Nagi Shafik, a former manager at the WHO office in Pyongyang, said that North Korea could handle the Oxford/AstraZeneca vaccine, which can be stored at between 2C and 8C.

“The cold chain storage system has been working for a long time . . . I can tell you with confidence that they have a high coverage rate, and they maintain it,” said Mr Shafik, who last worked in Pyongyang in mid-2019 and noted that Gavi data supported his claims.

But the extra-cold temperatures required to store the Moderna and BioNTech/Pfizer vaccines would not be suitable.

Harvard’s Dr Park added that risk-averse North Korean health officials are unlikely to trust vaccines produced in Russia or China until there is more transparency over the jabs’ success rates.
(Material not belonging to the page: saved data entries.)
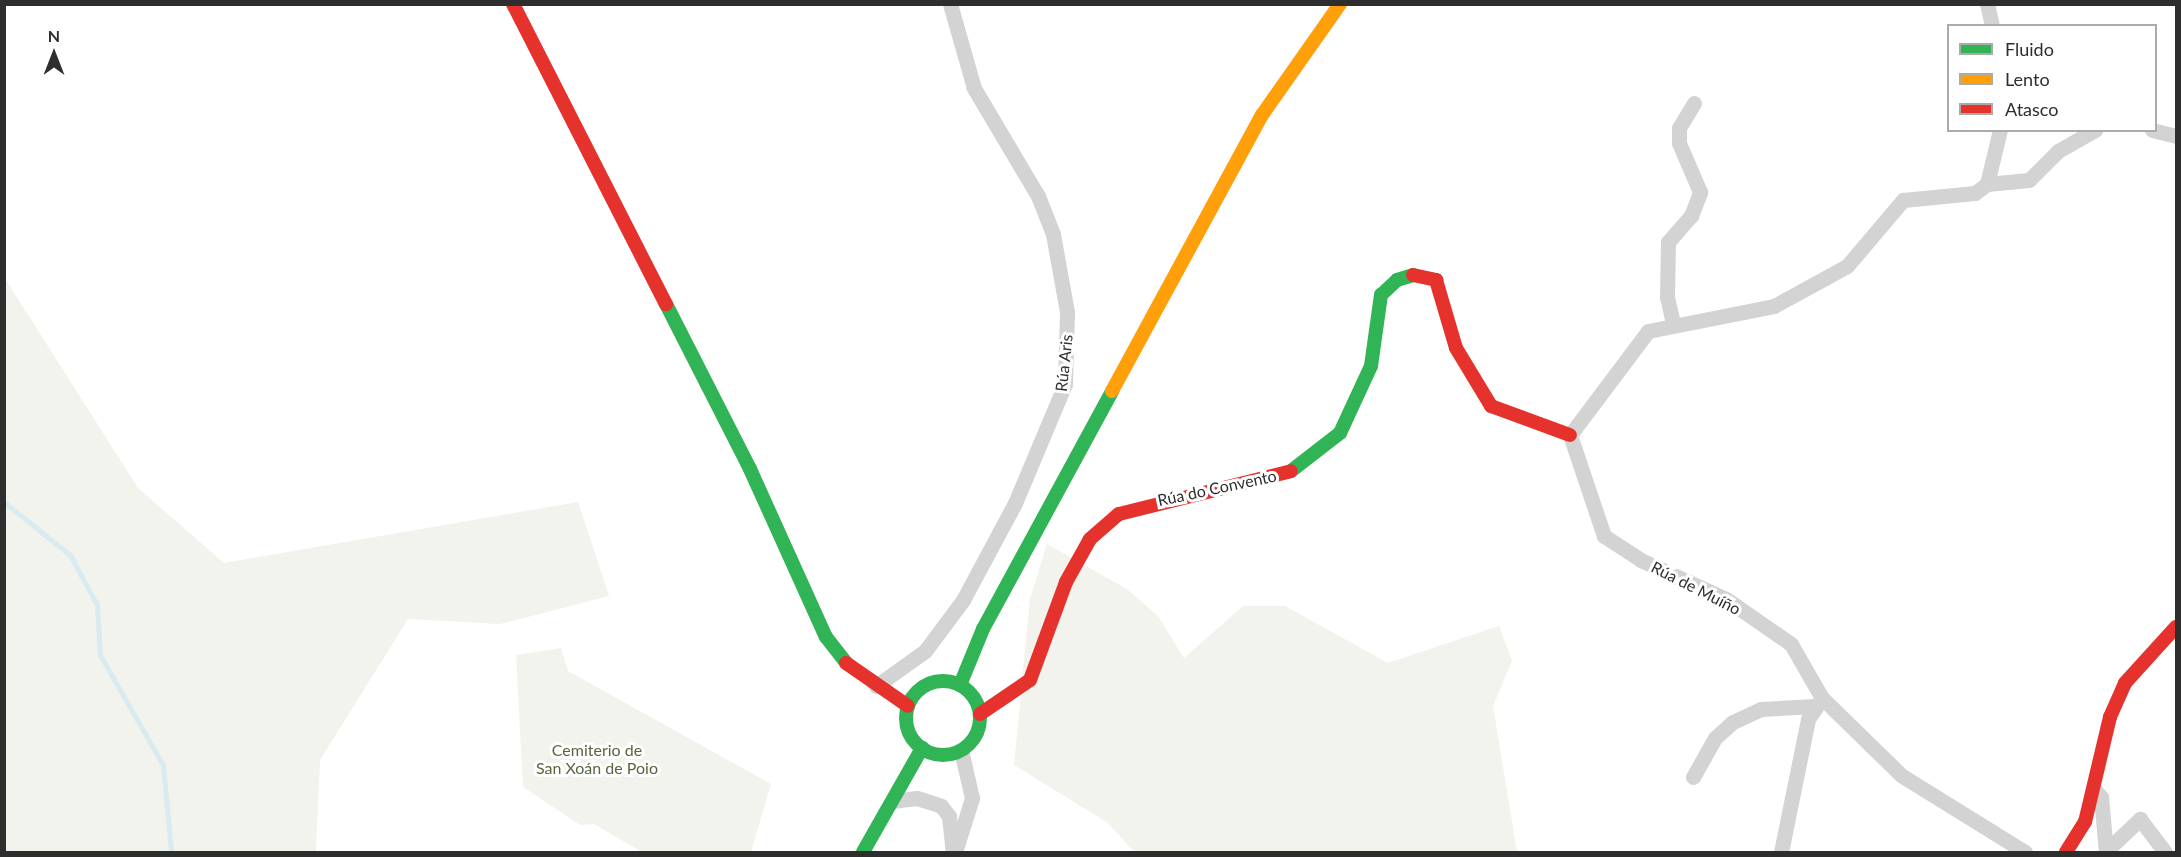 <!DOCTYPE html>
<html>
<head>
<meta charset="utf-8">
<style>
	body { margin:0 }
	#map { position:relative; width:2181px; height:857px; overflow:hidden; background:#fff; font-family:Lato,sans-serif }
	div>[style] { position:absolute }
	.green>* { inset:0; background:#f1f3ec }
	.stream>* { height:5px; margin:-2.5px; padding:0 2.5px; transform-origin:2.5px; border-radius:2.5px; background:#d9ebf0 }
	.street>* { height:15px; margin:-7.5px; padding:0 7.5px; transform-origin:7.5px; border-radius:7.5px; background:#d3d3d3 }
	.fast>* { height:14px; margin:-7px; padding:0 7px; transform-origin:7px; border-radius:7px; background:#30b455 }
	.fast>.ring { margin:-7px; padding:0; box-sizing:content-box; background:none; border:14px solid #30b455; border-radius:50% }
	.slow>* { height:14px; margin:-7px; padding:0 7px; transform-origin:7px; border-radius:7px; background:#ff9f0a }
	.jam>* { height:14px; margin:-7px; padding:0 7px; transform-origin:7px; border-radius:7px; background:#e5322d }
	span { translate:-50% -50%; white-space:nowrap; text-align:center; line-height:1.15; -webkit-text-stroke:6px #fff; paint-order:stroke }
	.street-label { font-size:16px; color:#2e2e2e }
	.park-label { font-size:16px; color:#58663e }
	.frame { position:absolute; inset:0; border:6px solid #2e2e2e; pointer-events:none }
	.legend { position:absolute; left:1947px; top:24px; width:210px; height:108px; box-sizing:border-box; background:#fff; border:2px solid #ababab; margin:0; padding:8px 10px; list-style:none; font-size:18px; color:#2e2e2e }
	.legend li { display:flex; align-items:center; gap:12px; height:30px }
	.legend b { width:30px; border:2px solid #ababab }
	.north { position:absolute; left:24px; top:24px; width:60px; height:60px; -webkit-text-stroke:4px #fff; paint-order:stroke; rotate:0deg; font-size:16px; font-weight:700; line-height:24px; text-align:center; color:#2e2e2e }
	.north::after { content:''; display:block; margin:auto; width:21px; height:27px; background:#2e2e2e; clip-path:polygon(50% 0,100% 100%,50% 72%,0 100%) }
</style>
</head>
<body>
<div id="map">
	<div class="green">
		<i style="clip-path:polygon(4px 277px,138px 488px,224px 563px,578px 502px,609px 596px,500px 624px,408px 619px,320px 760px,316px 852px,5px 852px)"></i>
		<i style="clip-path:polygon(1047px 544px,1127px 589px,1158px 616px,1184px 658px,1243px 606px,1285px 606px,1388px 663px,1499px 626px,1512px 661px,1493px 706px,1517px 852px,1134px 852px,1108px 823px,1014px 765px,1030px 599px)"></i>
		<i style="clip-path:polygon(561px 648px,568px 671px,771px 784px,751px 852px,642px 852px,594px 824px,580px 825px,523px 787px,516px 655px)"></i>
	</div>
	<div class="stream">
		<i style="left:4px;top:502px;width:85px;rotate:38.8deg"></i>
		<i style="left:70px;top:555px;width:57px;rotate:61.6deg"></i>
		<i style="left:97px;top:605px;width:50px;rotate:86.6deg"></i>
		<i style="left:100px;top:655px;width:127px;rotate:60.2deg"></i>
		<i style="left:163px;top:765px;width:87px;rotate:84.7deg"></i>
	</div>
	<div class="street">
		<i style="left:1987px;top:4px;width:23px;rotate:77deg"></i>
		<i style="left:2152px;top:130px;width:25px;rotate:14deg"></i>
		<i style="left:1987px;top:184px;width:56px;rotate:-76.5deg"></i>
		<i style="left:1673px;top:323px;width:27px;rotate:-103deg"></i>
		<i style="left:1667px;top:297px;width:55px;rotate:-89deg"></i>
		<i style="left:1668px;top:242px;width:35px;rotate:-49deg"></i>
		<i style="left:1691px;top:216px;width:26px;rotate:-69deg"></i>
		<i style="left:1700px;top:192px;width:53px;rotate:-113.2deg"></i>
		<i style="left:1679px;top:143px;width:15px;rotate:-90deg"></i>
		<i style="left:1679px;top:128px;width:29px;rotate:-59deg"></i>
		<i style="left:876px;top:686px;width:60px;rotate:-35.5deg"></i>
		<i style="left:925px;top:651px;width:64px;rotate:-53.3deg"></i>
		<i style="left:963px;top:600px;width:110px;rotate:-61.8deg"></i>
		<i style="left:1015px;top:503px;width:129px;rotate:-67.2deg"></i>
		<i style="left:1065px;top:384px;width:72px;rotate:-88.4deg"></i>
		<i style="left:1067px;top:312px;width:79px;rotate:-100.2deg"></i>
		<i style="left:1053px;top:234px;width:41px;rotate:-111.5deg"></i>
		<i style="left:1038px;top:196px;width:126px;rotate:-120.7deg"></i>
		<i style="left:974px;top:88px;width:87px;rotate:-105.9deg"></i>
		<i style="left:1693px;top:777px;width:45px;rotate:-60.6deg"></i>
		<i style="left:1715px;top:738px;width:24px;rotate:-42deg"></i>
		<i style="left:1733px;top:722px;width:31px;rotate:-25deg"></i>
		<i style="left:1761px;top:709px;width:55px;rotate:-3.1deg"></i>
		<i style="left:2094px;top:789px;width:11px;rotate:49deg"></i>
		<i style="left:2101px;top:797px;width:55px;rotate:84.8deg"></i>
		<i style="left:892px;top:801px;width:25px;rotate:-7deg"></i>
		<i style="left:917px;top:798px;width:25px;rotate:18deg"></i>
		<i style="left:941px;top:806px;width:13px;rotate:51deg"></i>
		<i style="left:949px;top:816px;width:36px;rotate:84deg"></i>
		<i style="left:2106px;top:851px;width:47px;rotate:-43.3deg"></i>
		<i style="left:2140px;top:819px;width:41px;rotate:52.9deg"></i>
		<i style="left:955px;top:852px;width:57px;rotate:-72.5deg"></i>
		<i style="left:972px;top:798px;width:49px;rotate:-102.9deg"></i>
		<i style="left:1781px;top:852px;width:136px;rotate:-78.5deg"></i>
		<i style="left:1808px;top:719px;width:25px;rotate:-56deg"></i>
		<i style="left:2025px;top:852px;width:146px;rotate:-148.2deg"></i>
		<i style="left:1901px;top:775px;width:110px;rotate:-135.7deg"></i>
		<i style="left:1822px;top:698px;width:62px;rotate:-119.9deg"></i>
		<i style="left:1791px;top:644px;width:79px;rotate:-145.3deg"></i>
		<i style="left:1726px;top:599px;width:94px;rotate:-155.4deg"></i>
		<i style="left:1641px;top:560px;width:44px;rotate:-147deg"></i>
		<i style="left:1604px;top:536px;width:107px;rotate:-108.6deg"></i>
		<i style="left:1570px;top:435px;width:130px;rotate:-53.1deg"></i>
		<i style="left:1648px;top:331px;width:128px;rotate:-11.2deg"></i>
		<i style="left:1774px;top:306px;width:83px;rotate:-28.7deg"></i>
		<i style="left:1847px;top:266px;width:87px;rotate:-49.7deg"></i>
		<i style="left:1903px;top:200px;width:72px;rotate:-5.6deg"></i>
		<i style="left:1975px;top:193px;width:15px;rotate:-37deg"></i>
		<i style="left:1987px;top:184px;width:42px;rotate:-5.4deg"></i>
		<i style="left:2029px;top:180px;width:41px;rotate:-45deg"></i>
		<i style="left:2058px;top:151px;width:43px;rotate:-29.6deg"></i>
	</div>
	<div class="fast">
		<i style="left:666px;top:304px;width:185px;rotate:63deg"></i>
		<i style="left:750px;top:469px;width:184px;rotate:65.7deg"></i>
		<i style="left:826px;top:637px;width:33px;rotate:52deg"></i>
		<i style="left:1291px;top:471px;width:62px;rotate:-37.8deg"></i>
		<i style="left:1340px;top:433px;width:74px;rotate:-65.2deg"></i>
		<i style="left:1371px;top:366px;width:72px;rotate:-82deg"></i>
		<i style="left:1381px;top:295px;width:22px;rotate:-43deg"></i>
		<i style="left:1397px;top:280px;width:17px;rotate:-17deg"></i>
		<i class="ring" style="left:906px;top:681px;width:60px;height:60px"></i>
		<i style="left:960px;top:685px;width:61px;rotate:-67.7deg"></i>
		<i style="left:983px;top:629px;width:271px;rotate:-61.5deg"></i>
		<i style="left:863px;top:852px;width:120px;rotate:-60.4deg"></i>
	</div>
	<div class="slow">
		<i style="left:1112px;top:391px;width:314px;rotate:-61.5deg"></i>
		<i style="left:1262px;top:115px;width:136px;rotate:-54.9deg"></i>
	</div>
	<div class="jam">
		<i style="left:513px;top:4px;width:337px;rotate:63deg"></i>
		<i style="left:1413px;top:275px;width:24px;rotate:12deg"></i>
		<i style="left:1436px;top:280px;width:71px;rotate:73.6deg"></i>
		<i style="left:1456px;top:348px;width:68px;rotate:58.9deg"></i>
		<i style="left:1491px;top:406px;width:84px;rotate:20.2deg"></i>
		<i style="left:846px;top:663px;width:75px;rotate:34.7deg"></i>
		<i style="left:980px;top:714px;width:60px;rotate:-34.2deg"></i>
		<i style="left:1030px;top:680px;width:104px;rotate:-69.8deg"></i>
		<i style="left:1066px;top:582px;width:49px;rotate:-60.8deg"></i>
		<i style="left:1090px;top:539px;width:38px;rotate:-41deg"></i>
		<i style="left:1119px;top:514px;width:177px;rotate:-14deg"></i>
		<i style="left:2066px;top:852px;width:36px;rotate:-58deg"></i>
		<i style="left:2085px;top:822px;width:108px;rotate:-76.6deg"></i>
		<i style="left:2110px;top:717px;width:37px;rotate:-66deg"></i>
		<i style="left:2125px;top:683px;width:76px;rotate:-47.7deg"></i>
	</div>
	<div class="street-label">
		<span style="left:1064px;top:363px;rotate:-84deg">Rúa Aris</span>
		<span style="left:1217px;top:488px;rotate:-12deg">Rúa do Convento</span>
		<span style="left:1696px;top:588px;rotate:27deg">Rúa de Muíño</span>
	</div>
	<div class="park-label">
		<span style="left:597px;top:759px">Cemiterio de<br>San Xoán de Poio</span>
	</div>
	<div class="frame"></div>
	<ul class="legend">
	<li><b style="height:8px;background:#30b455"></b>Fluido</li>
	<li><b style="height:8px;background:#ff9f0a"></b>Lento</li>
	<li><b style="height:8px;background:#e5322d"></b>Atasco</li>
	</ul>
	<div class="north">N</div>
</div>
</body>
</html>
The border closures have battered trade between North Korea and China, straining the cash-strapped economy and slowing deliveries of medical equipment and resources. The economic crisis has heaped pressure on Mr Kim to act.

But a resurgence of cases in the neighbouring Chinese provinces of Liaoning and Jilin has renewed the risk of loosening North Korea’s entry restrictions. Tens of millions of people have been placed under lockdown in China in recent weeks and mass testing has been enforced to root out infections. Underlining the speed at which the virus can spread, officials in Jilin said more than 100 cases had been linked to a travelling salesman.

The North Korean leader’s predicament has come as richer countries face stinging criticism for failing to support poorer nations in accessing Covid-19 vaccines.

Health experts have also called for sanctions on Pyongyang, imposed in response to its nuclear weapons programme, to be eased. They say the measures threaten to slow vaccine rollouts, and that fears over medicine hoarding for the benefit of the military or elites close to the Kim regime are overblown.

“We have to separate the political issue from the scientific; science says that nobody will be immune until everybody is vaccinated . . . this is a human thing, we cannot punish people,” Mr Shafik said.